Boa ou má recomendação?
Para já, as opiniões sobre o assunto parecem dividir-se e não é consensual que sejam por exemplo mais psicólogos nas escolas a mudar o cenário. Jorge Humberto Costa, psicólogo escolar no Agrupamento de Escolas de Valongo, e promotor da plataforma Psis Escolas, defende que há trabalho a fazer com os pais. E avisa que há alunos que estão medicados e que o seu problema não está relacionado com hiperatividade ou défice de atenção: não precisam de apoio psicológico, mas de acompanhamento em casa. «Falando de uma forma mais generalizada, os pais têm uma dificuldade muito grande em controlar o comportamento dos filhos. Hoje em dia a sociedade é demasiado consumista e os pais, que têm de trabalhar mais porque têm de gastar mais, acabam por não ter tempo para estarem próximos dos filhos. Esta ausência de tempo é compensada com bens materiais. Depois a criança acaba por jogar um pouco com isto e, consequentemente, desenvolve uma dificuldade em cumprir regras. Os pais, como não conseguem dar resposta a um comportamento desajustado, acabam por recorrer a um médico», explica o psicólogo. Já o pediatra Mário Cordeiro sublinha que a prescrição deste tipo de medicamentos deve ter em atenção cada caso em particular e que, em determinadas situações, é essencial. «Todos os casos em que não é necessário tomar Ritalina e as crianças estão medicadas, estão errados, mas todos os casos em que é necessário tomar e as crianças não o fazem, também estão errados», disse ao SOL.

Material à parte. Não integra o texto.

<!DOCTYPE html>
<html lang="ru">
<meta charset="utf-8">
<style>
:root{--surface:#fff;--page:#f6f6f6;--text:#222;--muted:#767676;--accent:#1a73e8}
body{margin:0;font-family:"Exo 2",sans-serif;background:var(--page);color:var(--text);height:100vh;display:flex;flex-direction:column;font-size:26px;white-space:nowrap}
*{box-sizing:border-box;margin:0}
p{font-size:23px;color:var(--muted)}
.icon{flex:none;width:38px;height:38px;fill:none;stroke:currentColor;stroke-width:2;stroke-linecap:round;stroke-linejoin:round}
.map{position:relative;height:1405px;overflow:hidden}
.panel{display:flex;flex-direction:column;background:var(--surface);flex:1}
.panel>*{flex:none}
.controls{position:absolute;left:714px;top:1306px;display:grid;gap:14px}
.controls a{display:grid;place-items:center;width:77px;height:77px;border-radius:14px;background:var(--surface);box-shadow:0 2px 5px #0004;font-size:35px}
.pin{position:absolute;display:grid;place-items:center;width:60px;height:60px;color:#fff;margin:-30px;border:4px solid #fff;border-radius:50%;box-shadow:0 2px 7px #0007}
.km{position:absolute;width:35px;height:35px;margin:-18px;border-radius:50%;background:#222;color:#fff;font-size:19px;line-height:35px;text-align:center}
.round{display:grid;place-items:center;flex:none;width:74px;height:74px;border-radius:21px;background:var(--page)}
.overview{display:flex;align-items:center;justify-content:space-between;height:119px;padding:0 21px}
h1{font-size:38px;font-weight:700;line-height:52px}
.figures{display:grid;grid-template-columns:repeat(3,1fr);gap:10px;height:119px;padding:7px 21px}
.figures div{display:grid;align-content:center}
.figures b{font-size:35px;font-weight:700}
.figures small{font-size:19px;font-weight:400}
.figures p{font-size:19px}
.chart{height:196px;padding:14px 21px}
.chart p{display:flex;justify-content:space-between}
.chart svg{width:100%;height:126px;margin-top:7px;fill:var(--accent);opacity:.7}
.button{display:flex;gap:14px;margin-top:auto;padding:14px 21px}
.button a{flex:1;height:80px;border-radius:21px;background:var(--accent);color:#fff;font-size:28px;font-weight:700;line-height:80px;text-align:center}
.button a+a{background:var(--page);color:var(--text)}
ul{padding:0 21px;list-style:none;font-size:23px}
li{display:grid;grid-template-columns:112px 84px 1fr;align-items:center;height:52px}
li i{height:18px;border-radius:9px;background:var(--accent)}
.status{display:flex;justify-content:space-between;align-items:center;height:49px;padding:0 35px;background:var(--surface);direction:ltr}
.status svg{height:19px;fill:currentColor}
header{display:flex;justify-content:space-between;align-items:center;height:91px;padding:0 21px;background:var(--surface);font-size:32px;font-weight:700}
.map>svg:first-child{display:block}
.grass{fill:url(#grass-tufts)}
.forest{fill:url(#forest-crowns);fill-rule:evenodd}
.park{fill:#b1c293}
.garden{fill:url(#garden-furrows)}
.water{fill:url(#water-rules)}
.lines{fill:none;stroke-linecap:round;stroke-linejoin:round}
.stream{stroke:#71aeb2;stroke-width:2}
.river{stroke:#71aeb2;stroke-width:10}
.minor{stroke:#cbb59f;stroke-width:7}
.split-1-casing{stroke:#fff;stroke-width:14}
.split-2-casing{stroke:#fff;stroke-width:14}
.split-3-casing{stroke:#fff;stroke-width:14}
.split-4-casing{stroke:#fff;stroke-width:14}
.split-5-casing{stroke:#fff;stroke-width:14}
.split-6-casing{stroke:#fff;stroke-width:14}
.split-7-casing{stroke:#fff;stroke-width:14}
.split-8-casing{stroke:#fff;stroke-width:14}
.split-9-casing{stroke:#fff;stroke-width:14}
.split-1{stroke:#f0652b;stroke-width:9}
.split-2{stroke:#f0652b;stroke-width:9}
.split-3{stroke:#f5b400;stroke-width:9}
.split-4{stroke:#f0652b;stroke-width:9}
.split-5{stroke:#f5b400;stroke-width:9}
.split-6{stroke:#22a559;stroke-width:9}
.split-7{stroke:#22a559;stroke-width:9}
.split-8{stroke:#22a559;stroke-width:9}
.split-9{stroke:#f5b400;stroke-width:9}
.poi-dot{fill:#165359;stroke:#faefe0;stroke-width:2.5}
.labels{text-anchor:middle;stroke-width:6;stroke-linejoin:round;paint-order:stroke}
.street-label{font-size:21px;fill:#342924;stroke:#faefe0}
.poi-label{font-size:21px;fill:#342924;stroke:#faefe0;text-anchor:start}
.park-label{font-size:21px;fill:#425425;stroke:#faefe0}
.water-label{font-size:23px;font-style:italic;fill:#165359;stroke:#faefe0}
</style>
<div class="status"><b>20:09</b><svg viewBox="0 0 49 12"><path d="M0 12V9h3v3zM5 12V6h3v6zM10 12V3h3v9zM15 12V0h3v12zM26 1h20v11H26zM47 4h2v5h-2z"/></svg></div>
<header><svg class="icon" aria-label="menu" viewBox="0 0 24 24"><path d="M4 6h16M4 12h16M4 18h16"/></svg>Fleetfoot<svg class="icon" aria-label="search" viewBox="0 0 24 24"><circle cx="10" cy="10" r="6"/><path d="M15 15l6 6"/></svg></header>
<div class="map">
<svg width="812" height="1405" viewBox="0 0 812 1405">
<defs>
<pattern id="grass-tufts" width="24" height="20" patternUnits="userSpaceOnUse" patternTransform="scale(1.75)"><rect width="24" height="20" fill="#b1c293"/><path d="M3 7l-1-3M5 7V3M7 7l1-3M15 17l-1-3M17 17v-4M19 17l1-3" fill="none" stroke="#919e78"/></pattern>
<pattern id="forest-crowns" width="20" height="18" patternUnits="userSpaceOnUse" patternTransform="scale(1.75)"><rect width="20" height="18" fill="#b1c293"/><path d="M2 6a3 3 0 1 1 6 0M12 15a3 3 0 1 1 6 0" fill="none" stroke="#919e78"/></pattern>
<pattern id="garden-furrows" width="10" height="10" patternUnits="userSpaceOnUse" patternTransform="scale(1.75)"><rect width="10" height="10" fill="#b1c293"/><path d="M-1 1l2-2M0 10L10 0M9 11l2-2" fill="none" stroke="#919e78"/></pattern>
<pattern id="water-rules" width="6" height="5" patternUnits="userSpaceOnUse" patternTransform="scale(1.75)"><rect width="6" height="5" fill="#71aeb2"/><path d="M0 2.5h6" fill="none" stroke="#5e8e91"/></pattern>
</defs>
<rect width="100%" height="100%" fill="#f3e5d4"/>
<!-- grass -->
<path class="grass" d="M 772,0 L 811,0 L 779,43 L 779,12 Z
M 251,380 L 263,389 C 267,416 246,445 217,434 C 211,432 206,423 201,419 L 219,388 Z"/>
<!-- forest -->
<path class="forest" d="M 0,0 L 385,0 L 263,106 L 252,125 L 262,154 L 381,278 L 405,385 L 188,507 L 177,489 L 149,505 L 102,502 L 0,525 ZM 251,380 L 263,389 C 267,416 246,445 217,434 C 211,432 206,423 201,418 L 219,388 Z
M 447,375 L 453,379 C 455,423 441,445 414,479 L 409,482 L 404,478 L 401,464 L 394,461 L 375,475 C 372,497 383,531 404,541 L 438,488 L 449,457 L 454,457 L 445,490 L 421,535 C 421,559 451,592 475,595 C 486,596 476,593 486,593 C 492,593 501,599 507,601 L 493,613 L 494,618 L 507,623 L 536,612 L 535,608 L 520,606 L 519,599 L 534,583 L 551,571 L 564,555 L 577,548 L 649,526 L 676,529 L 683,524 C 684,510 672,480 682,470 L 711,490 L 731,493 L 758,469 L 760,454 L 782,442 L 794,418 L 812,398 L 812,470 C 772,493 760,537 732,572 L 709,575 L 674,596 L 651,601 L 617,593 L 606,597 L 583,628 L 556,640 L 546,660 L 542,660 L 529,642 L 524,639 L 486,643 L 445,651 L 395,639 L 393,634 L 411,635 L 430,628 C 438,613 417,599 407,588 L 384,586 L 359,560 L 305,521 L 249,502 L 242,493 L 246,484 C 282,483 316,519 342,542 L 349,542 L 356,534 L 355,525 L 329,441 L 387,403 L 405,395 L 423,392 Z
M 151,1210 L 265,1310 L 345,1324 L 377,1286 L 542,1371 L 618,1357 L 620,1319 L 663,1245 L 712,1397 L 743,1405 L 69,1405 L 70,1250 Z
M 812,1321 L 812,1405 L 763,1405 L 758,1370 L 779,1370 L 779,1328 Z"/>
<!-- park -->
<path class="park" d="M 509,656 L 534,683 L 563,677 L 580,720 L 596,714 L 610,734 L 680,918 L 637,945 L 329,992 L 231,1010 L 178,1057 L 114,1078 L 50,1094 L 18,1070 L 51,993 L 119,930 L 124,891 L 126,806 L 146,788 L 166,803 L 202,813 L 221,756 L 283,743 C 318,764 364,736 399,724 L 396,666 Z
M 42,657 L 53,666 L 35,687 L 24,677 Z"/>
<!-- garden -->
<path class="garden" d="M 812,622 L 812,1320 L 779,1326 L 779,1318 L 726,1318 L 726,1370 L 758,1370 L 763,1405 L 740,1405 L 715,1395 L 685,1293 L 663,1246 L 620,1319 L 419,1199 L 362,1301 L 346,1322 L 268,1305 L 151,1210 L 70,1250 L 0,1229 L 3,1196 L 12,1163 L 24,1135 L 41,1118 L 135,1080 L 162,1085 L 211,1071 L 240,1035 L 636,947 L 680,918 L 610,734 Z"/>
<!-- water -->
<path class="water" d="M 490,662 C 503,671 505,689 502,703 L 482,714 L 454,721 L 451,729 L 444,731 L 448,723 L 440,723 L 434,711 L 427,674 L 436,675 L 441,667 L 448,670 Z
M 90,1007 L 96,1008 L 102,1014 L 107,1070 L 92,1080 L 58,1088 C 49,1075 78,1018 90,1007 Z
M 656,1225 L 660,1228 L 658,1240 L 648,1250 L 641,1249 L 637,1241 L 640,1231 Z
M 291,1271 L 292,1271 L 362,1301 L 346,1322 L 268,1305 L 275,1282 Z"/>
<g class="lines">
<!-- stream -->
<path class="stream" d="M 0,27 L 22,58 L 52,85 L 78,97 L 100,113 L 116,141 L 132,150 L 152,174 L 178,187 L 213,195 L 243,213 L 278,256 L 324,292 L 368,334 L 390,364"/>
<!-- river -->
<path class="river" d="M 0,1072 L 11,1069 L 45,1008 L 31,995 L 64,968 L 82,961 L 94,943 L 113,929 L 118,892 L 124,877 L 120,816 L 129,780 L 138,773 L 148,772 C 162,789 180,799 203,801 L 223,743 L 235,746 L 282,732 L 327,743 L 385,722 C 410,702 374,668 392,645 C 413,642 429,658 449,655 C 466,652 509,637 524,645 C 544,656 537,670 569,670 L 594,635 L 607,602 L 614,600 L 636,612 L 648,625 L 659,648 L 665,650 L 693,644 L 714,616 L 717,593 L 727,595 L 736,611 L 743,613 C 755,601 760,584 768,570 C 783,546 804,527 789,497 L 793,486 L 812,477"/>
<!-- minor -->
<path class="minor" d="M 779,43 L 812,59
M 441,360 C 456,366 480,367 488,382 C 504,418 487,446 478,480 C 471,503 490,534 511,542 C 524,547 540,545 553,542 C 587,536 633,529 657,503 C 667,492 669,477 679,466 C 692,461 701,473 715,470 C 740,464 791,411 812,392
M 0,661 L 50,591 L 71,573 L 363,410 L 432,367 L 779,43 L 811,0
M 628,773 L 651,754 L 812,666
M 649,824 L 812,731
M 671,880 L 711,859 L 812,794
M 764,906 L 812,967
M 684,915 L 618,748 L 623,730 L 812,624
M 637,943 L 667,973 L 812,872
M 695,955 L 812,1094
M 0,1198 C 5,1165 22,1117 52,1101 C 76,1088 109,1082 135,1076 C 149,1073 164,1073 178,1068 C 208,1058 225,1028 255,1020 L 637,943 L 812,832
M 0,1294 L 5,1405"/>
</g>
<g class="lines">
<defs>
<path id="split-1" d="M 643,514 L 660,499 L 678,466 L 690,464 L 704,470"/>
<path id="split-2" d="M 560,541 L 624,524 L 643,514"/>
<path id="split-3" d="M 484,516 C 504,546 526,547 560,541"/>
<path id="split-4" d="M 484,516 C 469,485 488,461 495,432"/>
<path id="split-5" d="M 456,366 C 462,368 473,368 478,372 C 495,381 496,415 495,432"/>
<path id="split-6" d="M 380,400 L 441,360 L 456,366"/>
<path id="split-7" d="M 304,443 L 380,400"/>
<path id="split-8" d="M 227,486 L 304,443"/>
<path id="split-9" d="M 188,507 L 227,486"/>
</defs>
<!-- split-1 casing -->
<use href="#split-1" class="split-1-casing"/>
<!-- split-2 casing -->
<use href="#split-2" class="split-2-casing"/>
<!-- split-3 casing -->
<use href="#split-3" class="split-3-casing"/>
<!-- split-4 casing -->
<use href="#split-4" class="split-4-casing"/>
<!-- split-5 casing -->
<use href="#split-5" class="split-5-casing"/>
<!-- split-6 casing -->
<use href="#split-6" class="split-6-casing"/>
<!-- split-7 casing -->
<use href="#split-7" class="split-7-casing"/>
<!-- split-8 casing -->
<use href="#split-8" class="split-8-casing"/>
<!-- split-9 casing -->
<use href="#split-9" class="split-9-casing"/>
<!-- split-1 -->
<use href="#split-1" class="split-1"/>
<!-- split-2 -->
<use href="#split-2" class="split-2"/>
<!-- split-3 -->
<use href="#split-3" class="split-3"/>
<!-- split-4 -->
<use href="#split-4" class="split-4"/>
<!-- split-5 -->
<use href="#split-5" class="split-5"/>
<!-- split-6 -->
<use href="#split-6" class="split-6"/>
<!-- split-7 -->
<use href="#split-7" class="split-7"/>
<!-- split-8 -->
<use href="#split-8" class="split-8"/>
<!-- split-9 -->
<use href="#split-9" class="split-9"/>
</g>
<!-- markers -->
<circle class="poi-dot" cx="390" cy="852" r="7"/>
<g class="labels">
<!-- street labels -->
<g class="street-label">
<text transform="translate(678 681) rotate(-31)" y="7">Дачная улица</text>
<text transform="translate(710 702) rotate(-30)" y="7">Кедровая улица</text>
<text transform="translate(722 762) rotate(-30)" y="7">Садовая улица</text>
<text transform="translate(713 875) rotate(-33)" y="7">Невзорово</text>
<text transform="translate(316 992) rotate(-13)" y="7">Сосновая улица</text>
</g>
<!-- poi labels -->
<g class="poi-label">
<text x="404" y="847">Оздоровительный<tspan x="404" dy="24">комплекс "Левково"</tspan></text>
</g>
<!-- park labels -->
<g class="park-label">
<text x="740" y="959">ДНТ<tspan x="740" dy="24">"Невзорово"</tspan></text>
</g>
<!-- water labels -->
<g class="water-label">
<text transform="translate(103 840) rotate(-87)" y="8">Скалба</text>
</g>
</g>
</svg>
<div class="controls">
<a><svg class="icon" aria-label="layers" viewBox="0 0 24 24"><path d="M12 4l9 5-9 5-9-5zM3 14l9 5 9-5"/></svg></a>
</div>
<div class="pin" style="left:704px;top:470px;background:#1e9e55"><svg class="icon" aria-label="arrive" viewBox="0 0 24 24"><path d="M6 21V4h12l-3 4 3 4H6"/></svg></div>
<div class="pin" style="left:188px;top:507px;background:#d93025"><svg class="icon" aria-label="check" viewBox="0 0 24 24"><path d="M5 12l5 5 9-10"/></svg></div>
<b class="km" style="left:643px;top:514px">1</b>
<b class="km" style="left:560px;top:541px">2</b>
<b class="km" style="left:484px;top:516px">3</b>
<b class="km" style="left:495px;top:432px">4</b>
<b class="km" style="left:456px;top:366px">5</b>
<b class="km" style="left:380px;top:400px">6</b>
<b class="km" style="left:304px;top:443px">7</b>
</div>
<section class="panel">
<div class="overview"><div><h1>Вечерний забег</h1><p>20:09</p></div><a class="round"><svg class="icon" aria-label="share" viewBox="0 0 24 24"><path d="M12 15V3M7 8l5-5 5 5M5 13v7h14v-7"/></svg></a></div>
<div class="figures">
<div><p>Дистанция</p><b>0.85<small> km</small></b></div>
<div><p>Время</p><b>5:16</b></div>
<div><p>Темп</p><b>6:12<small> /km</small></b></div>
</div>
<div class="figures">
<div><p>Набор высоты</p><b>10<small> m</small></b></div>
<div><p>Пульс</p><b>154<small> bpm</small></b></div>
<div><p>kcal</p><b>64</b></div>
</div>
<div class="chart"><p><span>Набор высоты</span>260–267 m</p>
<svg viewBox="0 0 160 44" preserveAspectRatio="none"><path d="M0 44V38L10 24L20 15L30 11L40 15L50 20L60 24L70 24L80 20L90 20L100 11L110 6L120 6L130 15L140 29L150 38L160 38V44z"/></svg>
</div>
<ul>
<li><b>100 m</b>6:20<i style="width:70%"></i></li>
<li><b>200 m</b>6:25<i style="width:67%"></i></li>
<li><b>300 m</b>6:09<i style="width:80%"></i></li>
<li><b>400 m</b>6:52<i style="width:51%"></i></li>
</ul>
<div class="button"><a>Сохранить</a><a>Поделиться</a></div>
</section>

Mário Cordeiro acredita que o aumento do número de psicólogos, como reclama o BE, pode ajudar a compreender melhor o cenário e diz que quaisquer medidas aplicadas devem ter em conta as pessoas que trabalham na área: «Quem propõe estas lei pode ter boas intenções, mas tem de ter a noção que a vida não é feita na Assembleia da República. As regras pelas quais nos regemos na rua, em casa, na escola, no emprego, não precisam de ser todas postas em leis ou portarias. Só quem anda no terreno sabe como as coisas funcionam». Também o PCP já tinha apresentado, em março, um projeto de lei para regular a psicologia em contexto escolar e dotar os agrupamentos de mais profissionais, passando de um rácio de um para cada 2.000 alunos para um para 800.